Apesar de psíquico, o signo não é caracterizado por Saussure como abstrato porque, consoante o CLG, é algo tangível e, por isso, registrável por meio da escrita (SAUSSURE, 2006). O estudioso parte dessa constatação para reforçar a sua opção por isolar a língua da fala, cujos pormenores ligados a processos como o de fonação – por exemplo, os movimentos musculares que permitem a articulação de sons – não eram até então registráveis. Em suma, o signo é psíquico, porque armazenado na mente; e não abstrato, porque socialmente partilhado e passível de registro. A essas considerações, acrescentamos a explicação de Joseph (2006, p. 59) quando aborda a complexidade de se compreender o signo como algo não abstrato. A partir de uma passagem do segundo Curso, ele sugere que esse caráter concreto diz respeito ao fato de que os falantes possuem acesso mental aos signos, tendo Saussure o objetivo de contrapor essa “materialidade” com a abstração relacionada à sua subdivisão – o significante e o significado é que seriam abstratos.
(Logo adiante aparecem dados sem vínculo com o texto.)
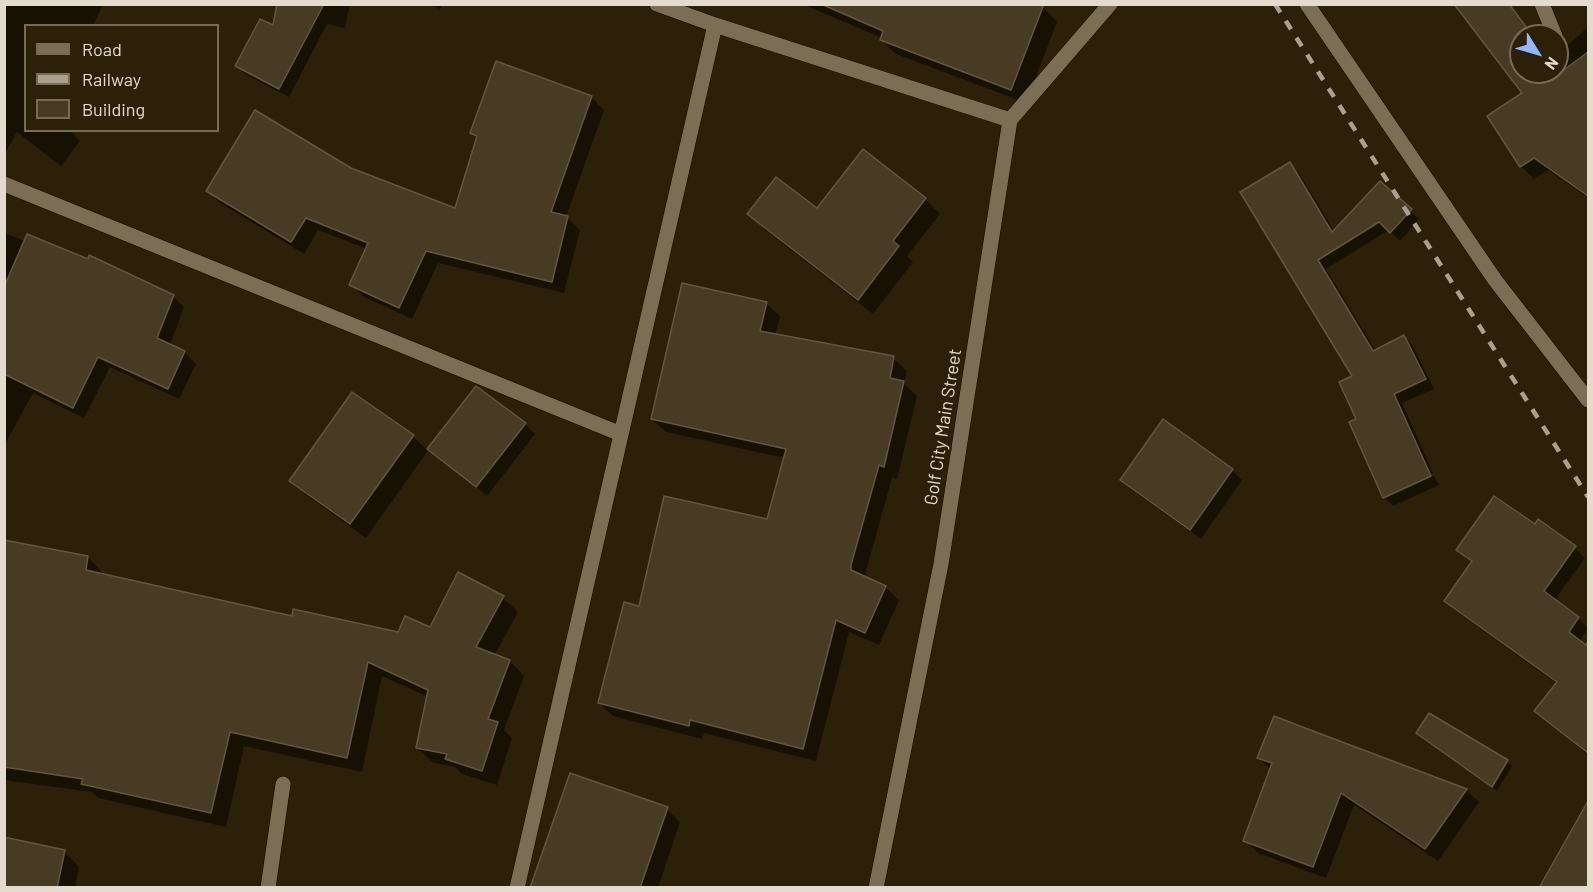 <!DOCTYPE html>
<style>
body{margin:0}
#map{position:relative;width:1593px;height:892px;overflow:hidden;background:#2c2009;font-family:Barlow,sans-serif}
canvas{display:block}
.frame{position:absolute;inset:0;border:6px solid #e3dbcd;pointer-events:none}
.legend{position:absolute;left:24px;top:24px;width:195px;height:108px;box-sizing:border-box;background:#2c2009;border:2px solid #756b57;margin:0;padding:8px 10px;list-style:none;font-size:18px;color:#e3dbcd}
.legend li{display:flex;align-items:center;gap:12px;height:30px}
.legend b{width:30px;border:2px solid #756b57}
.north{position:absolute;left:1509px;top:24px;width:60px;height:60px;box-sizing:border-box;background:#2c2009;border:2px solid #756b57;border-radius:50%;rotate:127deg;font-size:16px;font-weight:700;line-height:24px;text-align:center;color:#e3dbcd}
.north::after{content:'';display:block;margin:auto;width:21px;height:27px;background:#91b8fd;clip-path:polygon(50% 0,100% 100%,50% 72%,0 100%)}
</style>
<div id="map">
<canvas width="1593" height="892"></canvas>
<div class="frame"></div>
<ul class="legend">
<li><b style="height:8px;background:#7c6e55"></b>Road</li>
<li><b style="height:8px;background:#a9a08f"></b>Railway</li>
<li><b style="height:16px;background:#483b24"></b>Building</li>
</ul>
<div class="north">N</div>
</div>
<script>
const context = document.querySelector('canvas').getContext('2d');
context.lineJoin = 'round';
function paint(path, color) {
  context.fillStyle = color;
  context.fill(path, 'evenodd');
}
function toPath(rows) {
  const path = new Path2D();
  for (const r of rows) {
    path.moveTo(r[0], r[1]);
    for (let i = 2; i < r.length; i += 2) path.lineTo(r[i], r[i + 1]);
  }
  return path;
}
function strokePath(path, color, width, dash) {
  context.strokeStyle = color;
  context.lineWidth = width;
  context.lineCap = dash ? 'butt' : 'round';
  context.setLineDash(dash || []);
  context.stroke(path);
}
function write(font, color, halo, rows, align = 'center') {
  context.font = font + ' Barlow,sans-serif';
  context.lineWidth = 5;
  context.setLineDash([]);
  context.textBaseline = 'middle';
  context.strokeStyle = halo;
  context.fillStyle = color;
  for (const [text, x, y, turn = 0] of rows) {
    context.save();
    context.translate(x, y);
    context.rotate((+turn || 0) * Math.PI / 180);
    context.textAlign = isNaN(turn) ? turn : align;
    if (halo) context.strokeText(text, 0, 0);
    context.fillText(text, 0, 0);
    context.restore();
  }
}
paint(toPath([
 [4,4,103,4,93,26,26,26,26,130,70,130,80,141,61,166,17,132,4,155],
 [278,4,350,4,345,28,327,24,289,97,246,75,237,66,274,27],
 [428,4,442,4,440,9],
 [802,4,1036,4,1043,7,1057,22,1026,103,896,54,881,40,882,38],
 [1456,4,1510,4,1534,36,1521,36,1521,72,1557,72,1557,55,1588,27,1588,198,1548,170,1534,179,1521,166,1489,116,1524,94],
 [591,97,604,110,566,217,580,230,564,293,438,263,412,319,364,297,351,284,367,249,318,230,304,254,220,203,208,190,351,169,456,210,478,139,471,132],
 [863,151,925,199,940,214,907,256,913,262,873,314,764,229,749,214,817,211],
 [1290,164,1299,173,1335,232,1410,211,1419,219,1400,241,1389,230,1326,269,1376,351,1404,337,1413,346,1434,389,1402,403,1433,473,1386,495,1386,498,1434,476,1439,485,1393,506,1384,497,1358,420,1354,377,1243,193],
 [4,233,173,296,184,307,170,345,185,353,196,364,179,399,110,367,84,418,33,393,4,446],
 [766,303,780,316,775,336,893,358,907,371,904,384,917,396,897,479,892,478,864,578,885,587,899,600,879,645,849,632,816,761,704,733,702,739,613,716,599,703,640,608,768,521,785,458,666,432,652,419],
 [476,388,525,424,535,434,487,496,429,449,366,538,306,495,291,481,413,436,427,450],
 [1232,470,1242,480,1201,539,1132,490,1122,480],
 [1539,521,1575,548,1585,558,1554,601,1578,618,1588,628,1579,642,1588,649,1588,755,1536,711,1557,684,1456,611,1446,601,1473,563,1458,550,1535,526],
 [88,557,102,572,102,575,293,617,398,633,431,629,503,598,518,612,494,656,510,661,524,676,504,730,512,738,497,785,462,774,455,767,432,762,417,747,428,697,382,676,362,772,244,746,226,827,98,798,92,792,4,780,4,647],
 [1417,733,1507,761,1512,766,1497,791],
 [1259,758,1466,790,1479,802,1438,861,1354,805,1326,878,1258,853,1245,840,1271,770],
 [1588,804,1588,888,1540,888],
 [667,809,680,822,658,888,536,888],
 [4,839,65,852,79,867,75,888,4,888]
]), '#0007');
const building = toPath([
 [277,4,324,4,279,89,235,66,260,19,273,25,277,4],
 [821,4,1044,4,1011,90,880,40,883,31,821,4],
 [1454,4,1509,4,1533,36,1521,36,1521,72,1557,72,1557,67,1561,72,1588,52,1588,196,1534,158,1520,167,1487,116,1522,93,1454,4],
 [496,61,592,96,551,212,568,216,552,282,426,251,399,308,349,285,368,243,306,218,291,242,206,191,255,110,351,168,455,208,477,136,470,133,496,61],
 [863,149,926,198,893,241,899,246,858,300,747,214,776,177,817,208,863,149],
 [1290,162,1332,232,1380,181,1412,209,1390,233,1379,222,1318,260,1373,351,1404,335,1426,379,1394,394,1431,476,1383,498,1349,422,1356,419,1339,382,1352,376,1240,192,1290,162],
 [27,234,88,259,89,255,174,295,157,338,185,351,168,389,98,357,73,408,4,374,4,287,27,234],
 [682,283,767,302,760,331,894,356,890,378,904,381,884,467,879,465,851,565,851,570,886,586,865,633,836,620,803,749,690,720,689,726,598,703,624,602,639,606,664,496,767,519,786,449,651,419,682,283],
 [476,386,526,423,476,487,427,449,476,386],
 [352,392,414,435,350,524,289,481,352,392],
 [1163,419,1233,469,1190,530,1120,480,1163,419],
 [1494,496,1535,524,1538,519,1576,546,1544,591,1579,617,1569,632,1586,645,1588,641,1588,753,1534,711,1557,682,1444,601,1472,561,1456,550,1494,496],
 [4,540,88,556,86,570,292,616,293,609,398,632,405,616,430,627,458,572,504,596,476,647,510,660,488,719,498,722,482,771,445,759,447,754,416,748,428,690,368,662,347,758,230,732,211,813,81,784,83,779,4,767,4,540],
 [1429,713,1508,760,1492,787,1416,733,1429,713],
 [1274,716,1305,728,1467,789,1425,849,1341,793,1313,867,1243,841,1272,763,1257,758,1274,716],
 [570,773,668,807,640,888,530,888,570,773],
 [1588,801,1588,888,1539,888,1588,801],
 [4,837,65,850,57,888,4,888,4,837]
]);
paint(building, '#483b24');
strokePath(building, '#63563e', 1.5);
const lane = toPath([
 [1542,4,1555,36],
 [268,888,283,784]
]);
const street = toPath([
 [657,4,715,25,1010,120],
 [1307,4,1495,280,1588,400],
 [4,184,621,434],
 [517,888,715,25],
 [876,888,941,564,1010,120,1110,4]
]);
strokePath(lane, '#140900', 16);
strokePath(street, '#140900', 16);
strokePath(lane, '#7c6e55', 15);
strokePath(street, '#7c6e55', 15);
strokePath(toPath([
 [1275,4,1588,497]
]), '#a9a08f', 4.5, [10, 10]);
write('18px', '#e3dbcd', '#2c2009', [
 ["Golf City Main Street",943,427,-81]
]);
</script>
Ironicamente, uma das partes do CLG que explica mais detalhadamente o funcionamento do signo, conceito-chave da langue, é uma seção dedicada a considerações sobre a parole, na qual o circuito de fala é explorado. Nesse subcapítulo, o teórico afirma que o fenômeno da fala tem um ponto de partida situado no cérebro, onde os conceitos ou “fatos de consciência” estão ligados a imagens acústicas. Quando um conceito suscita uma imagem acústica, o cérebro do falante envia, ao sistema de fonação, um “impulso correlativo da imagem”, para que o som seja propagado até o ouvinte, o qual, ao ouvir essa expressão sonora

2

A fala (parole) é vista como o seu “lado executivo” (SAUSSURE, 2006, p. 21).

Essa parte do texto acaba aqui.